To do
Filter the lines below, keeping each one that holds "green".

----

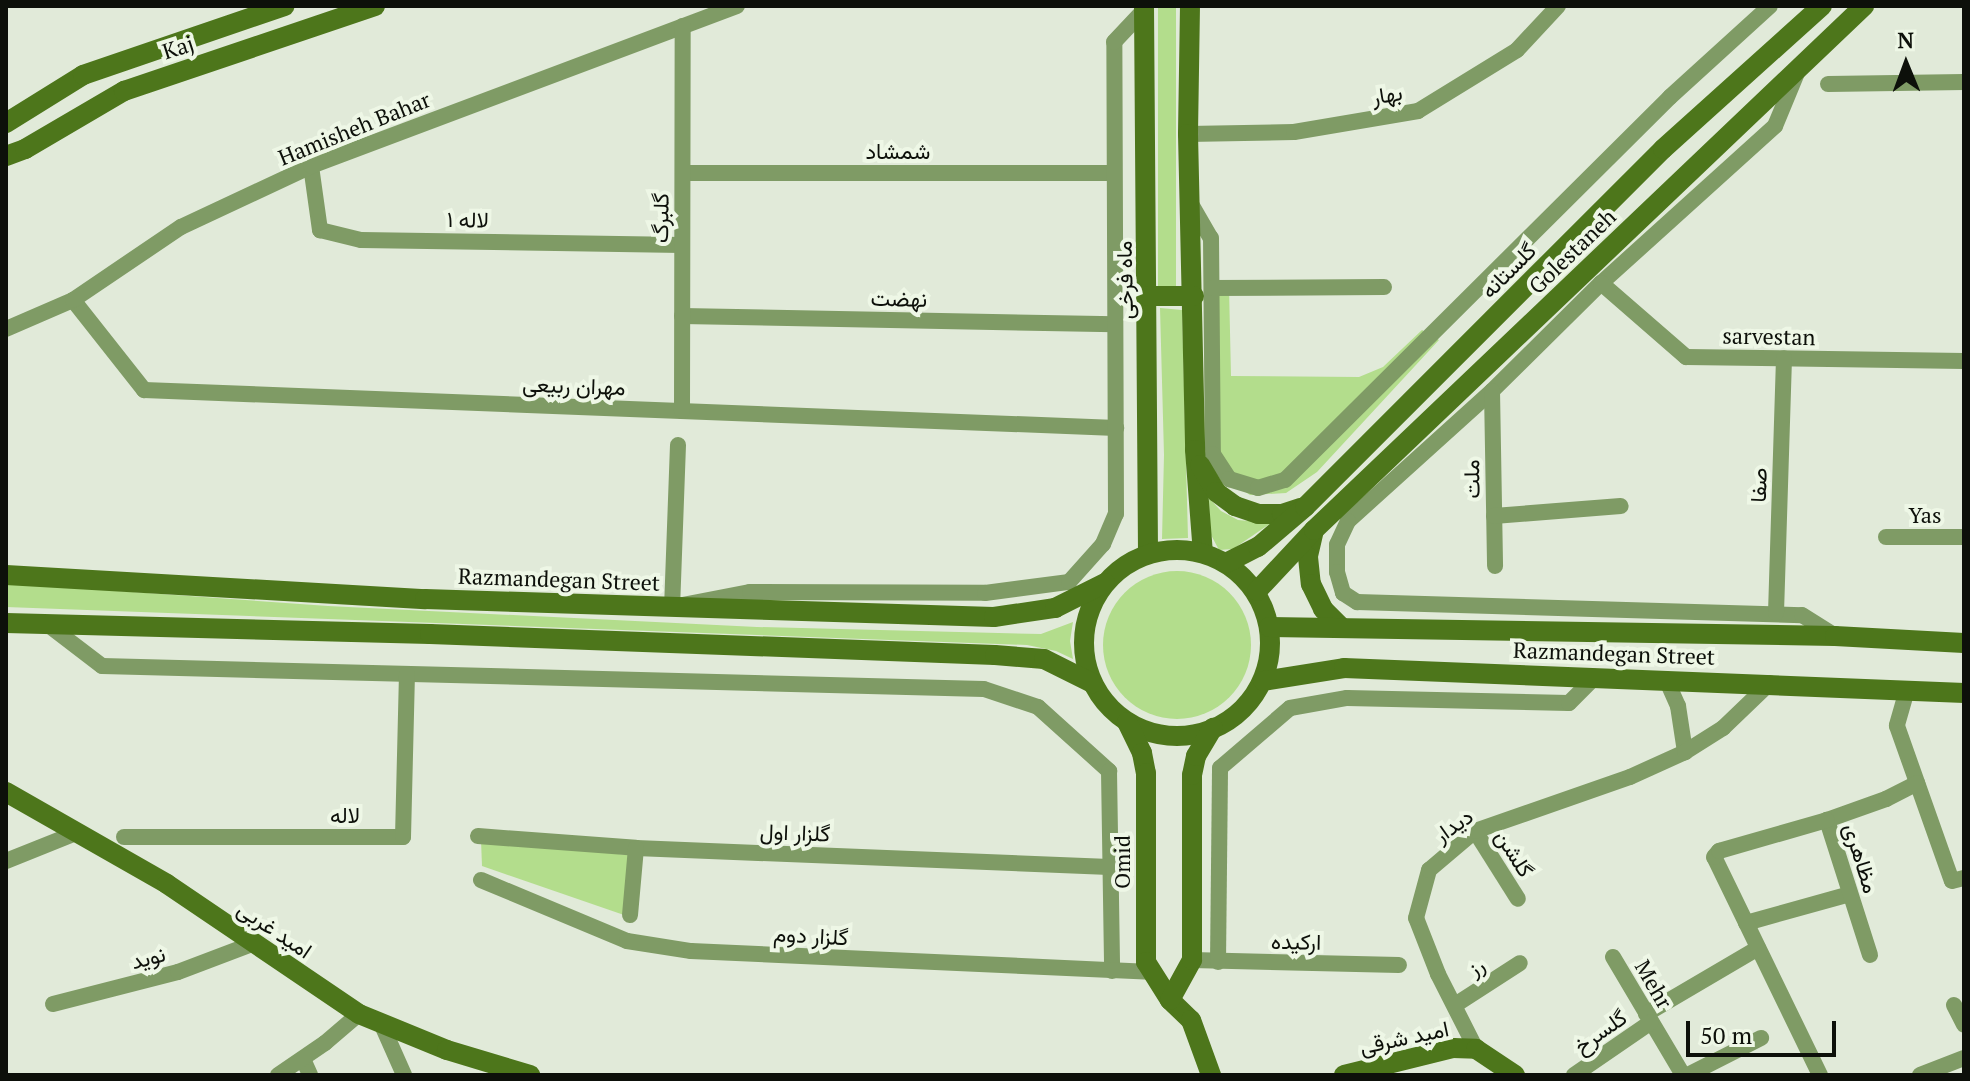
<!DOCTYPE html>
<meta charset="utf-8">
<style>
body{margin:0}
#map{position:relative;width:1970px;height:1081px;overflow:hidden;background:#e1ead9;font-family:"PT Serif",Vazirmatn,serif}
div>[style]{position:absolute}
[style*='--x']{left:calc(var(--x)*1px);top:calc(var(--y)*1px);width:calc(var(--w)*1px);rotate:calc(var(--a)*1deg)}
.green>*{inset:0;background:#b3dd8c;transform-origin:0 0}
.round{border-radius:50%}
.street>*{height:16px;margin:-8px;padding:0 8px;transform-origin:8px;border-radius:8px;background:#7f9b65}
.secondary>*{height:20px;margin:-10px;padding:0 10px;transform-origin:10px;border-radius:10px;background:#4d761b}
.secondary>.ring{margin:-10px;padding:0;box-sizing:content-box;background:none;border:20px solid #4d761b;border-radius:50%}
span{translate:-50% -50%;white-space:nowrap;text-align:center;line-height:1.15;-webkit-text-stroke:8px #eef7e6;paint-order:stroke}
.street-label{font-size:22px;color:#0d100a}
.frame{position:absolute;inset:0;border:8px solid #0d100a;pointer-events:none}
.north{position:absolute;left:1866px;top:24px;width:80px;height:80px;-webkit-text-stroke:6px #eef7e6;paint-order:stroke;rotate:359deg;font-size:22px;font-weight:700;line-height:32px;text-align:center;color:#0d100a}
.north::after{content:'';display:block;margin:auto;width:28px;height:36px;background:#0d100a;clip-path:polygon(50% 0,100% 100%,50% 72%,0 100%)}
.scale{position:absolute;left:1686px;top:1021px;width:150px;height:36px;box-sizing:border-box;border:4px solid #0d100a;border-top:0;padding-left:10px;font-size:24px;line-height:28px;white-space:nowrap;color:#0d100a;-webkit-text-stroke:6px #eef7e6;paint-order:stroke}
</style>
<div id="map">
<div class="green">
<i style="left:1158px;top:6px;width:18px;height:282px"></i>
<i style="clip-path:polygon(1229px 287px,1231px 376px,1359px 377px,1383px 367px,1422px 330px,1439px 340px,1317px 472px,1286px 493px,1250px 495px,1220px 475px,1206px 290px)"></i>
<i style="clip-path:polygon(1160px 308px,1182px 310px,1188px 538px,1162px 539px,1164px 455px)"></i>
<i style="clip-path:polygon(1209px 498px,1221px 511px,1238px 520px,1271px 523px,1233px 549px,1219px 550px,1210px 533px)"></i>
<i class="round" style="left:1103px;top:571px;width:148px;height:148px"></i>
<i style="clip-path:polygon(6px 583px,328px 606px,757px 627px,1041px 634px,1073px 622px,1070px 641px,1073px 659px,1056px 651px,1027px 645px,6px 607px)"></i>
<i style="clip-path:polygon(481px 840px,628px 855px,624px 915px,482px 866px)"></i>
</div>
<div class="street">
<i style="--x:1797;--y:73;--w:57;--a:112.5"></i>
<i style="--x:1775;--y:126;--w:234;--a:137.9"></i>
<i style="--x:1601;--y:283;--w:153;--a:135.3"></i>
<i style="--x:1492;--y:391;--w:194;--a:137.9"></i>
<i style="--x:1348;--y:521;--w:26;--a:115"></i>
<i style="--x:1337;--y:545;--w:27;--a:90"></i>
<i style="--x:1337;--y:572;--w:22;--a:74"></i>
<i style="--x:1343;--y:593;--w:17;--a:33"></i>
<i style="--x:1357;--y:602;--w:445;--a:1.7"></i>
<i style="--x:1802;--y:615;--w:39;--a:32"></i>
<i style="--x:1828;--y:84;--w:136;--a:-0.8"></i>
<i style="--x:1188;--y:134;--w:106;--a:-1.1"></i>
<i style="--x:1294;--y:132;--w:126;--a:-9.6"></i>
<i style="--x:1418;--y:111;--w:116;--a:-31.6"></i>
<i style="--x:1517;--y:50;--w:60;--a:-47"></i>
<i style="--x:311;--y:166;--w:65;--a:82"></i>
<i style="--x:320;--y:230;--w:42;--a:13.7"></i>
<i style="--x:361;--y:240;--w:321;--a:0.9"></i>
<i style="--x:683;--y:173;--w:430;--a:0"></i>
<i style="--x:1191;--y:204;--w:39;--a:60"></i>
<i style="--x:1211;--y:238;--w:216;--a:89.5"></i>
<i style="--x:1213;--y:454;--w:30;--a:57"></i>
<i style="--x:1229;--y:479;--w:30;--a:17"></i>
<i style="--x:1258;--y:488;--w:28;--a:-17"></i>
<i style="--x:1285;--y:480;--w:543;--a:-44.85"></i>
<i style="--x:1670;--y:97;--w:135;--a:-42.3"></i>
<i style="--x:1601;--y:283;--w:113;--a:41"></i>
<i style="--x:1686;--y:357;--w:278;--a:0.8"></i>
<i style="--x:1212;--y:288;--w:172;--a:-0.3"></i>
<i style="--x:73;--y:300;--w:115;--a:51.7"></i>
<i style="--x:144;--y:390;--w:973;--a:2.24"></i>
<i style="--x:682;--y:316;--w:433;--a:1.1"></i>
<i style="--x:6;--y:329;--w:73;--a:-23.4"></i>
<i style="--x:73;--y:300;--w:130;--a:-34.1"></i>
<i style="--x:181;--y:227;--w:144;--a:-25.1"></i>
<i style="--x:311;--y:166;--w:455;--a:-20.6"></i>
<i style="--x:1492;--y:391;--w:175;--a:89"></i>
<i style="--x:682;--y:411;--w:385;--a:-89.9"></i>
<i style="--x:678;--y:445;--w:162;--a:92.1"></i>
<i style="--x:672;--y:607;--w:79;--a:-10.9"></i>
<i style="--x:750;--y:592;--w:235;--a:0.2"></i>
<i style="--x:985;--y:593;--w:85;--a:-7.5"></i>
<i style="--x:1069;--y:582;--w:51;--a:-48.2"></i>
<i style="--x:1103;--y:544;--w:33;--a:-67"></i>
<i style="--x:1116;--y:514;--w:472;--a:-90.2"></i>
<i style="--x:1114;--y:42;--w:44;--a:-46.8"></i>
<i style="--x:1494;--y:516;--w:127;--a:-4.5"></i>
<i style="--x:1886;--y:537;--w:78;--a:0"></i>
<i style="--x:1776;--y:613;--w:255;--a:-88.2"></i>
<i style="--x:47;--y:624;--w:69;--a:37.4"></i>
<i style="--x:102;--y:666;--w:882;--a:1.49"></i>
<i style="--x:984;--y:689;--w:57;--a:18.4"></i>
<i style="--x:1038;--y:707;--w:96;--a:42"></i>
<i style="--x:1109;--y:771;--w:200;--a:89.1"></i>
<i style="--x:1666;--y:679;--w:30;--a:66"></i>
<i style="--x:1678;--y:706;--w:47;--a:81.3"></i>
<i style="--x:1907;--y:690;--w:37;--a:106"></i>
<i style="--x:1897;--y:726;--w:164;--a:70.5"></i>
<i style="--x:1952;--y:881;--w:12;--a:-14"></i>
<i style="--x:1475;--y:831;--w:80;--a:57.7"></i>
<i style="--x:478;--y:836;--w:158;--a:4.3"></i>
<i style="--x:636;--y:848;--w:474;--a:2.3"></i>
<i style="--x:124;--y:837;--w:279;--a:0"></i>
<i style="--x:403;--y:837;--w:163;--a:-88.6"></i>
<i style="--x:6;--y:861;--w:75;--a:-21.8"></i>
<i style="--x:481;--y:880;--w:158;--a:22.7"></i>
<i style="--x:627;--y:941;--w:65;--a:8.9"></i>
<i style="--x:691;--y:951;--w:460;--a:2.6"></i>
<i style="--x:630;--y:915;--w:67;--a:-84.9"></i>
<i style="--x:1746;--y:923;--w:108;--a:-15.6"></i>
<i style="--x:1870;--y:955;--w:142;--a:-107.7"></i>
<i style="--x:1827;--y:820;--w:63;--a:-19.6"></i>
<i style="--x:1886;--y:799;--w:35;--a:-27"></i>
<i style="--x:1613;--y:957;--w:137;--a:59.3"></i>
<i style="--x:1192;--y:960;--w:207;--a:1.4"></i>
<i style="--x:1218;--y:962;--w:194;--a:-89.4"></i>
<i style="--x:1220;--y:768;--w:92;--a:-40.6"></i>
<i style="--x:1290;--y:708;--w:58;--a:-10"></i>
<i style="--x:1347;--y:698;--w:222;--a:1.3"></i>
<i style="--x:1569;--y:703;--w:37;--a:-45"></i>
<i style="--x:53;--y:1004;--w:129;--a:-14.4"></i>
<i style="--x:178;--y:972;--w:79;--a:-20.7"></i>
<i style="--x:1455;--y:1005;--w:77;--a:-32.9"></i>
<i style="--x:1954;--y:1005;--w:22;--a:63"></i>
<i style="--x:1646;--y:1014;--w:130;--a:-30.5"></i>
<i style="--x:381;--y:1023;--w:57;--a:66.1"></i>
<i style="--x:1476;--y:1049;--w:84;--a:-116.9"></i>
<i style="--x:1438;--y:974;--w:60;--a:-111.4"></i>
<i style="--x:1416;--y:918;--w:50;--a:-74.8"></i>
<i style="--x:1429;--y:870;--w:60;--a:-40.3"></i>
<i style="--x:1475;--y:831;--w:164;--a:-19.2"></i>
<i style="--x:1630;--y:777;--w:60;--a:-24.4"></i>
<i style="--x:1685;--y:752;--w:45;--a:-32.3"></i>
<i style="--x:1723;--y:728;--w:65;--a:-43.8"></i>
<i style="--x:303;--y:1059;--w:17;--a:66"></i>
<i style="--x:278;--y:1075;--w:57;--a:-34.2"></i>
<i style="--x:325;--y:1043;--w:45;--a:-40.5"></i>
<i style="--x:1574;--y:1075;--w:93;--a:-34.5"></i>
<i style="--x:1688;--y:1075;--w:82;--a:-26.9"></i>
<i style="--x:1820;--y:1075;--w:242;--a:-115.9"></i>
<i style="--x:1714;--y:857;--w:8;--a:-50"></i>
<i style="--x:1719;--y:851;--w:112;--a:-16"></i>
<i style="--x:1920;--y:1075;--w:47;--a:-21.1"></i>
</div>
<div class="secondary">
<i style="--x:1144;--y:6;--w:548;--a:89.58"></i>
<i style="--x:1190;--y:6;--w:128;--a:90.9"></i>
<i style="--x:1188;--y:134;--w:316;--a:88.7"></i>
<i style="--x:1195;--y:450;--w:103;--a:85.6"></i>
<i style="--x:6;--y:123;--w:91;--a:-31.9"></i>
<i style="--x:83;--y:75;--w:213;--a:-18.9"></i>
<i style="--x:6;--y:156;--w:20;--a:-20"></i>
<i style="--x:25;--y:149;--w:115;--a:-30.4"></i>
<i style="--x:124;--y:91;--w:265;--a:-18.7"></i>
<i style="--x:1148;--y:296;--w:46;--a:0"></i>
<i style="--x:1200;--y:465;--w:31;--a:59"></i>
<i style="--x:1216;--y:492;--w:24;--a:36"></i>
<i style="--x:1235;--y:506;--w:24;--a:19"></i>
<i style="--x:1258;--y:514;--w:24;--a:0"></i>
<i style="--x:1282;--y:514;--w:20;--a:-18"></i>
<i style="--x:1314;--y:530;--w:28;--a:103"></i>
<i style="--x:1308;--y:557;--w:27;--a:84"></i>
<i style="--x:1311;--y:584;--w:28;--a:64"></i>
<i style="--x:1323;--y:609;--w:27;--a:45"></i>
<i class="ring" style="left:1084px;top:550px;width:166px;height:166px"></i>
<i style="--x:1226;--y:563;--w:36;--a:-27"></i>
<i style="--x:1258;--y:547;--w:62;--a:-40.4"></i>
<i style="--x:1305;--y:507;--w:506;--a:-45"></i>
<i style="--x:1663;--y:149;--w:214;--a:-42"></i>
<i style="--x:6;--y:575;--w:420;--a:3.3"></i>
<i style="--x:425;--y:599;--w:569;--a:1.81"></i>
<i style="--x:994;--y:617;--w:62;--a:-8.4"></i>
<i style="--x:1055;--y:608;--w:56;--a:-26.6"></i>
<i style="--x:1257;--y:591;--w:83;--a:-46.9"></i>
<i style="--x:1314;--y:530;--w:760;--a:-43.61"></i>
<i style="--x:6;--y:623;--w:424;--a:1.5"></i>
<i style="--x:430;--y:634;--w:565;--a:2.13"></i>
<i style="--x:995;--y:655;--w:49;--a:4.7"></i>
<i style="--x:1044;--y:659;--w:54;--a:26.6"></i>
<i style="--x:1269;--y:627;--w:566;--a:0.91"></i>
<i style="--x:1835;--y:636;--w:129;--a:3.1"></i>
<i style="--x:1263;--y:681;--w:82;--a:-9.1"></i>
<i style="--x:1344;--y:668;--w:621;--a:2.31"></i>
<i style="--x:1127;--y:722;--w:34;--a:64"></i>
<i style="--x:1142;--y:753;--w:20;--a:79"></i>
<i style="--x:1146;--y:773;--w:189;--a:90"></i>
<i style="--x:1146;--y:962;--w:45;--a:57.7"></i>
<i style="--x:1170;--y:1000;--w:29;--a:44"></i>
<i style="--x:1191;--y:1020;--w:59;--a:70"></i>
<i style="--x:6;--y:792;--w:185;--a:29.7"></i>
<i style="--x:167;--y:884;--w:232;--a:34.1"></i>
<i style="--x:359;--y:1014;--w:95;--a:22.2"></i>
<i style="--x:447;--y:1050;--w:87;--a:16.8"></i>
<i style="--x:1170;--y:1000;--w:46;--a:-61.2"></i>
<i style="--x:1192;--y:960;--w:185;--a:-90"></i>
<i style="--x:1192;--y:775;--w:19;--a:-78"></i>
<i style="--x:1196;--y:756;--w:33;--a:-59"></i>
<i style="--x:1344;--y:1075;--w:112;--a:-13.9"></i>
<i style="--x:1453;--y:1048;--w:23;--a:2"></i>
<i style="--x:1476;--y:1049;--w:47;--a:33.7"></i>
</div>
<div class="street-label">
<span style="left:178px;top:47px;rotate:-18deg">Kaj</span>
<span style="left:1387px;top:94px;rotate:-9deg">بهار</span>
<span style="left:354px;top:128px;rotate:-22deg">Hamisheh Bahar</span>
<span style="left:898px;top:151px">شمشاد</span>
<span style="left:660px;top:218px;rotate:-89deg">گلبرگ</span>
<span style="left:468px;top:219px;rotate:1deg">لاله ۱</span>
<span style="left:1572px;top:251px;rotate:-44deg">Golestaneh</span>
<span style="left:1508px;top:270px;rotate:-45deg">گلستانه</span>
<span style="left:1124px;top:280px;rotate:-91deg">ماه فرخی</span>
<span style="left:899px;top:298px;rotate:1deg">نهضت</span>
<span style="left:1769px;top:336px;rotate:1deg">sarvestan</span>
<span style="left:574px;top:385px;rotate:2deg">مهران ربیعی</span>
<span style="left:1471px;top:479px;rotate:-91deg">ملت</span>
<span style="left:1758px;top:485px;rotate:-88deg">صفا</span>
<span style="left:1925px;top:515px">Yas</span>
<span style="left:559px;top:579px;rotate:2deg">Razmandegan Street</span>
<span style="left:1614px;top:653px;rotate:2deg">Razmandegan Street</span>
<span style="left:345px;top:815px">لاله</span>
<span style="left:1453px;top:825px;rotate:-35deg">دیدار</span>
<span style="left:795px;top:832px;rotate:2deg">گلزار اول</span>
<span style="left:1515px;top:853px;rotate:58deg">گلشن</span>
<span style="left:1862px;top:858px;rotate:73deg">مظاهری</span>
<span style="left:1122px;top:862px;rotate:-90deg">Omid</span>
<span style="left:275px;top:929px;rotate:34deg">امید غربی</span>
<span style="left:811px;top:935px;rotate:3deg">گلزار دوم</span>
<span style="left:1296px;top:941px;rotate:1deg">ارکیده</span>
<span style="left:148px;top:957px;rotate:-15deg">نوید</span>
<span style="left:1476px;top:966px;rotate:-33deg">رز</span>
<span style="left:1654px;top:984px;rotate:60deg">Mehr</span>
<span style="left:1600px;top:1031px;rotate:-35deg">گلسرخ</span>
<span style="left:1404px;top:1037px;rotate:-12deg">امید شرقی</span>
</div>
<div class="frame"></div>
<div class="north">N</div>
<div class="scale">50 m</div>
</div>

----

Written solution
.green>*{inset:0;background:#b3dd8c;transform-origin:0 0}
<div class="green">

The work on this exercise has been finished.